Parliament Speaker Nabih Berri told reporters after the meeting that the disparate leaders had agreed to disarm all Palestinian militants outside the country’s 12 refugee camps within six months.
The leaders also agreed to work on establishing formal links with Syria, which would include setting up diplomatic missions.
Syria, which was the power broker in Lebanon for three decades before withdrawing troops last year, has always said that the two countries did not need embassies in each other's capitals because of their close relationship
Experts say the diplomatic missions would resolve the issue of Lebanese prisoners in Syrian jails and monitoring the shared border.
"All those at the meeting agreed to establish equal relations between the two countries based on mutual trust and respect,” Berri said in a press conference on Tuesday in Beirut. “This will be embodied as soon as possible through the establishment of diplomatic ties between the Syrian and Lebanese governments at the ambassadorial level." Berri added that another round of talks would begin on 22 March.
According to analysts, the next round of dialogue is expected to be the most difficult, as it will involve the highly contentious issues of the disarmament of Shi’ite armed group Hezbollah and the position of pro-Syrian President Emile Lahoud, who has been under growing domestic pressure to resign.
Sami Baroudi, political science professor at Beirut’s Lebanese American University, said the breakthroughs made in the talks so far were “mainly symbolic” and that he expected few concrete results from the next round.
Nevertheless, Baroudi called the outcome of the first dialogue a “positive sign”, noting that there had been “a great deal of political tension in the country before this”.
The country’s political crisis has deepened since the assassination of former Prime Minister Rafik Hariri last February, which many Lebanese quickly blamed on Syria, triggering huge anti-Syrian protests and vast international pressure on Damascus.
Syria, the dominant power in Lebanon for three decades after intervening in the Lebanese Civil War in 1976, withdrew its forces from its smaller neighbour last April. Since then, a subsequent chain of assassinations of anti-Syrian figures has further polarised Lebanese society and paralysed official decision-making.
The UN Secretary-General's Special Envoy for implementation of UN Security Council(UNSC)Resolution 1559, Terje Roed-Larsen welcomed the accomplishments of the national dialogue, especially given that the UN has repeatedly called for both Syria-Lebanon diplomatic ties and the disarming of Palestinian militias in Lebanon.

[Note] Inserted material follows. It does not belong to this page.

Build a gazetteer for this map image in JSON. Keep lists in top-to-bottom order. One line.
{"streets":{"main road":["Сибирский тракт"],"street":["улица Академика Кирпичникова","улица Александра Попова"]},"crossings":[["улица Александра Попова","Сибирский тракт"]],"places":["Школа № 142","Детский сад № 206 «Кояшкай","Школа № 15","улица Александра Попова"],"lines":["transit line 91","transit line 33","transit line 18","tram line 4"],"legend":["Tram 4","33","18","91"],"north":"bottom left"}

Adopted in September 2004, Resolution 1559 called on all armed militias in Lebanon to give up their weapons.
"Such a consensus is an important foundation,” said Roed-Larsen. “The National Dialogue… should be guided by the principles of Security Resolution 1559, and I’m glad to say that today's agreement is in full accordance with the resolution.”
A major sticking point, however, remains: the proposed disarmament of Hezbollah, also stipulated in resolution 1559. “Hezbollah can decide at the moment what constitutes a threat to Lebanon,” Baroudi said. “That’s not something the Lebanese see eye to eye on.”
Hezbollah, meanwhile, which won all 23 seats in southern Lebanon in the 2005 election, argues that its arms are still necessary to fight Israeli forces to liberate areas such as the Israeli occupied Shebaa Farms, which straddles its border, and therefore, is seen as the group’s most compelling reason to hold on to its weapons.